**Records for this task:**
====================
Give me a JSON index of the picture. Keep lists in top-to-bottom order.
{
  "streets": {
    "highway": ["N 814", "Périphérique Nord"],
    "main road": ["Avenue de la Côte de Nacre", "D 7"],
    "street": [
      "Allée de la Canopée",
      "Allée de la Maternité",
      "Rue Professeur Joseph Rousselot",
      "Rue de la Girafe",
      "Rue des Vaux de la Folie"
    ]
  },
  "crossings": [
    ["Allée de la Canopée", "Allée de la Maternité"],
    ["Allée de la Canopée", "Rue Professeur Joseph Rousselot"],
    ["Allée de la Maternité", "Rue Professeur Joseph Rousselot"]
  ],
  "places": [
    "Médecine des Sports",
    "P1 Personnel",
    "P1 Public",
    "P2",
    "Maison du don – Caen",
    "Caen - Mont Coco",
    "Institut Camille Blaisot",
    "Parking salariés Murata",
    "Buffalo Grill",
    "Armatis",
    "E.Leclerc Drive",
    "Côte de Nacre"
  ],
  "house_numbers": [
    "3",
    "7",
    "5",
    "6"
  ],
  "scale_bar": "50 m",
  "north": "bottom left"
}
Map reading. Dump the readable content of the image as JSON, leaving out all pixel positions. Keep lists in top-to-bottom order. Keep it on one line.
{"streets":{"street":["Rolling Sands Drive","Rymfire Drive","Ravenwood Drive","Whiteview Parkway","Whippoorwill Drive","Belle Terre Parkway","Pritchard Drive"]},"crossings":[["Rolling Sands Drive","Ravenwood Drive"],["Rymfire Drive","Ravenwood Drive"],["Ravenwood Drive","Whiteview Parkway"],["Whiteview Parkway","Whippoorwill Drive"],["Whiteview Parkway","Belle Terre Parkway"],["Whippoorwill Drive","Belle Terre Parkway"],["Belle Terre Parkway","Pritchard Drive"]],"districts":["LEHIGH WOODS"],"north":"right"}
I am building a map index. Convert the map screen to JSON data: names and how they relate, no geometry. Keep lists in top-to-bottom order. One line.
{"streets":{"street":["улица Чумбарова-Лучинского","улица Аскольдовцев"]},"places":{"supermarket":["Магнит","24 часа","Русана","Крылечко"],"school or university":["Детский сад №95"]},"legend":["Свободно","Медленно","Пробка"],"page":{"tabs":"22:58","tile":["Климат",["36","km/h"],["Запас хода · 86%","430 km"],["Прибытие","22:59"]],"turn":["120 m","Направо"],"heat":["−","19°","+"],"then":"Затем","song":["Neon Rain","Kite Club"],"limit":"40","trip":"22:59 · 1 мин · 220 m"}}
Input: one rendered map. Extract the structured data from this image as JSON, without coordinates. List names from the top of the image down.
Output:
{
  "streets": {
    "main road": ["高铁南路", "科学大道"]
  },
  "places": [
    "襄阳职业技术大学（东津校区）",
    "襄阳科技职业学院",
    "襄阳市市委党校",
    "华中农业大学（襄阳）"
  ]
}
====================
**Work item:** Make an exact copy of the lines running from the one with "Input: one rendered" to the last line of the listing, including both ends.

**Answer section:**
Input: one rendered map. Extract the structured data from this image as JSON, without coordinates. List names from the top of the image down.
Output:
{
  "streets": {
    "main road": ["高铁南路", "科学大道"]
  },
  "places": [
    "襄阳职业技术大学（东津校区）",
    "襄阳科技职业学院",
    "襄阳市市委党校",
    "华中农业大学（襄阳）"
  ]
}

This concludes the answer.